*** Opening SUPPLIED INFORMATION ***

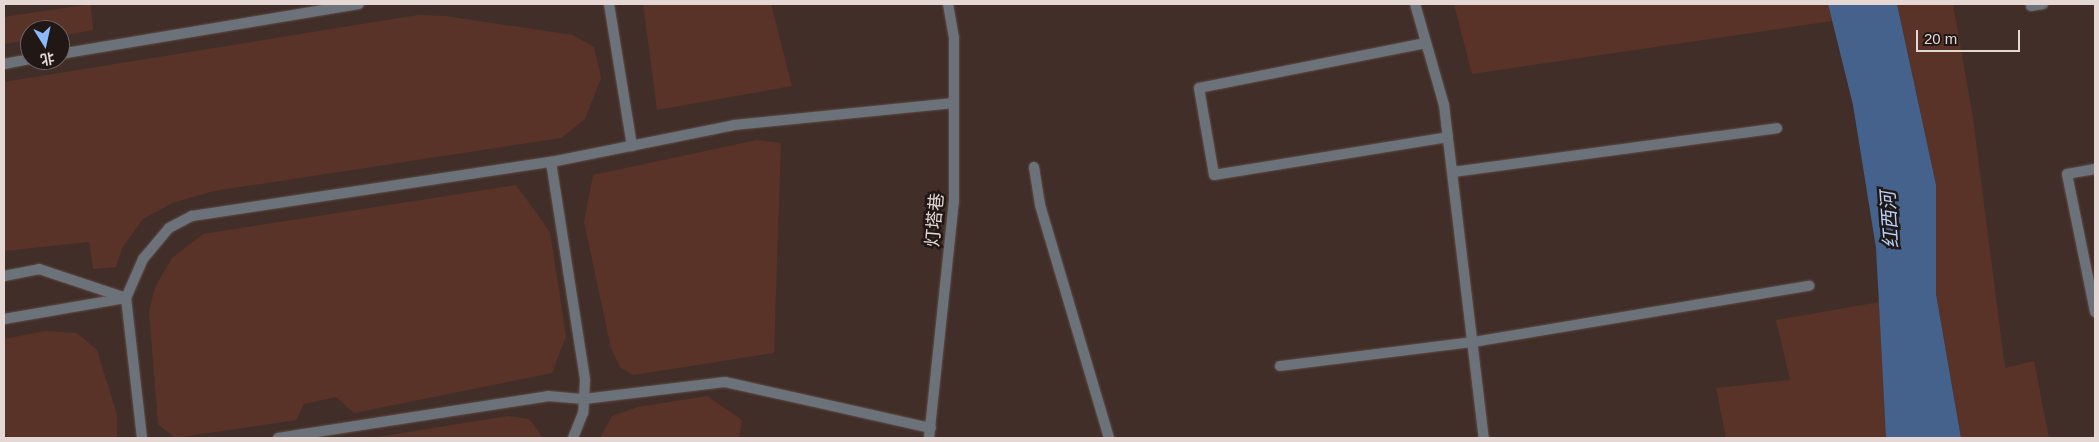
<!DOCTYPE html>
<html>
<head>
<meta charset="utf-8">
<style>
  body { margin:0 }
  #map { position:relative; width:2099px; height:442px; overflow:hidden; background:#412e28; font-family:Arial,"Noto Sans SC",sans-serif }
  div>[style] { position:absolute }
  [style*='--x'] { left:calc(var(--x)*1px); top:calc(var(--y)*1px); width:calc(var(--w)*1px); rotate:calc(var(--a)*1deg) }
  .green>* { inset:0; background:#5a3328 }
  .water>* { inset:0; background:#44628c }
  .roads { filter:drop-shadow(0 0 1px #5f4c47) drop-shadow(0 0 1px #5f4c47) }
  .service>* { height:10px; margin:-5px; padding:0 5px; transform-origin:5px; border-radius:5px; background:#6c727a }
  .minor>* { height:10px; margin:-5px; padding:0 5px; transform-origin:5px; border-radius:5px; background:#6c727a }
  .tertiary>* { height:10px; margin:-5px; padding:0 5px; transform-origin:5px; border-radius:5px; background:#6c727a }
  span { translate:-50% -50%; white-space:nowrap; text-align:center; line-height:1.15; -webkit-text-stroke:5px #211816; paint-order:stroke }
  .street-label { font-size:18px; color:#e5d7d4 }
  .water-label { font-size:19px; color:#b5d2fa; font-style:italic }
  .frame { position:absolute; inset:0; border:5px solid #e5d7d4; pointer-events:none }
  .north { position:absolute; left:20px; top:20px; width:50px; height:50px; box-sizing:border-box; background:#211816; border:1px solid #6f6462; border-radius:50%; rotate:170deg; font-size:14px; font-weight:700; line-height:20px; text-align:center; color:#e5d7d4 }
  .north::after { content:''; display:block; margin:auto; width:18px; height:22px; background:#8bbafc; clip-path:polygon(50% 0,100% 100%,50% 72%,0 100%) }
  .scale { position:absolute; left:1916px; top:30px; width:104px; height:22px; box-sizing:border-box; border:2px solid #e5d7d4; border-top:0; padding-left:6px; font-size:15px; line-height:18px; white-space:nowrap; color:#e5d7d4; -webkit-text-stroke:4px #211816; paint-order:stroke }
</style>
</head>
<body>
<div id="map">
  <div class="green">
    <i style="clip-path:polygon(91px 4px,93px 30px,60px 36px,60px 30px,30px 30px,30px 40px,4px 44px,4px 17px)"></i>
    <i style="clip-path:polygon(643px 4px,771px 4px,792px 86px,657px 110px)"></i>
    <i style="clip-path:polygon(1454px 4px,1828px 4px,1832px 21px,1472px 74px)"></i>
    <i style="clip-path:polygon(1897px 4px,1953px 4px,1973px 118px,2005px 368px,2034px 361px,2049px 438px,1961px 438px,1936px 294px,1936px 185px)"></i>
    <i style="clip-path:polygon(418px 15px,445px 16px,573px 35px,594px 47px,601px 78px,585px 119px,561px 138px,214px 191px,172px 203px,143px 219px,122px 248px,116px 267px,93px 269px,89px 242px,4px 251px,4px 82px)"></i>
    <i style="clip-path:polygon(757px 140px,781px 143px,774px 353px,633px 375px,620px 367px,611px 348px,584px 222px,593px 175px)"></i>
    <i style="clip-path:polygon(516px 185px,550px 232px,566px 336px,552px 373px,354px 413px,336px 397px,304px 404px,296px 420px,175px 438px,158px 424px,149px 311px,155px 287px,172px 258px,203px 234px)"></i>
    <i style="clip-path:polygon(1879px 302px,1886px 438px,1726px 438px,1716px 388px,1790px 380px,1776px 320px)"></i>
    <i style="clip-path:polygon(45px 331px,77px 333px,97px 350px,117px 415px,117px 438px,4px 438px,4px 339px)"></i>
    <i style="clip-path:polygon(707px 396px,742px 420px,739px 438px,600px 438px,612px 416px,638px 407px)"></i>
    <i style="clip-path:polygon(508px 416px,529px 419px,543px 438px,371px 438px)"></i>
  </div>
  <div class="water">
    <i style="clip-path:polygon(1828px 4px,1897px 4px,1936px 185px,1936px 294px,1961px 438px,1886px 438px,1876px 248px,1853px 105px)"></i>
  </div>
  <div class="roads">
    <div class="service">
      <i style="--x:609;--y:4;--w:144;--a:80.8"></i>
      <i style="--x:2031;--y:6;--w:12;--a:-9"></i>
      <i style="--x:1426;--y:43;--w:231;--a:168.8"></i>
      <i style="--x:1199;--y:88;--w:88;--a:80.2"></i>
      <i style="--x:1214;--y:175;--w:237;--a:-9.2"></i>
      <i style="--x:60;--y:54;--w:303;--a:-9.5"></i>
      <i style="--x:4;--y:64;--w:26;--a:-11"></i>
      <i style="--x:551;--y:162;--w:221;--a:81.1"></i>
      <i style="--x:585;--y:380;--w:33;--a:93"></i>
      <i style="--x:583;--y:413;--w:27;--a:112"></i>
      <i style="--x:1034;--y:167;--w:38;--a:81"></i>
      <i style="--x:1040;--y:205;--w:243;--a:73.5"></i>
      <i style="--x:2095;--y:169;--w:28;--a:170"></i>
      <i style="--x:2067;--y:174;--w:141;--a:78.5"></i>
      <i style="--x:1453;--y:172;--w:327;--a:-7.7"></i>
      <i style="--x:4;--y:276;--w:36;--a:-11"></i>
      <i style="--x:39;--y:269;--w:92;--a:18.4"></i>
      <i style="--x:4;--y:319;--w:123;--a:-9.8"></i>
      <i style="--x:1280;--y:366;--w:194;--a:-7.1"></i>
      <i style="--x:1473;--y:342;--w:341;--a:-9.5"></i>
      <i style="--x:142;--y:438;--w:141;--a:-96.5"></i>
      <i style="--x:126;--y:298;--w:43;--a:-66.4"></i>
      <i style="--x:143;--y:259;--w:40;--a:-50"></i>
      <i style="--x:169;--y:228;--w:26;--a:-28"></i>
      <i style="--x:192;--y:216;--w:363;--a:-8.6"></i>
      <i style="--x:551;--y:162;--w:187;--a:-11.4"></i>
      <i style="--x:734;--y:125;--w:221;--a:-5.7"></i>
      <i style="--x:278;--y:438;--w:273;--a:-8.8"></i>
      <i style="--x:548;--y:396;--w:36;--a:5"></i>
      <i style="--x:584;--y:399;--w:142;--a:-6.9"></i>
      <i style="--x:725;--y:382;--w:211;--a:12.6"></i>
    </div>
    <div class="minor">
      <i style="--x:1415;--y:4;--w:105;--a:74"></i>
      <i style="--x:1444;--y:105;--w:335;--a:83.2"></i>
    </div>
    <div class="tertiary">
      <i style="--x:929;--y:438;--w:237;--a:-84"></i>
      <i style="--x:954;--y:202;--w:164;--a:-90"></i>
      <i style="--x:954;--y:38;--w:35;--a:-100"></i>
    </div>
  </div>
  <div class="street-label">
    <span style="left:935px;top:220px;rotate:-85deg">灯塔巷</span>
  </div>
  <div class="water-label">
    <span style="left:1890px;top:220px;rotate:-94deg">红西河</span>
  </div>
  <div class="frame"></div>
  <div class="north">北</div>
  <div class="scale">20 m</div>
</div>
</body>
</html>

*** Closing SUPPLIED INFORMATION ***

## GOAL OF THE EXERCISE
Please return every line from the material above where the string "service" occurs.

## TASK OUTPUT
  .service>* { height:10px; margin:-5px; padding:0 5px; transform-origin:5px; border-radius:5px; background:#6c727a }
    <div class="service">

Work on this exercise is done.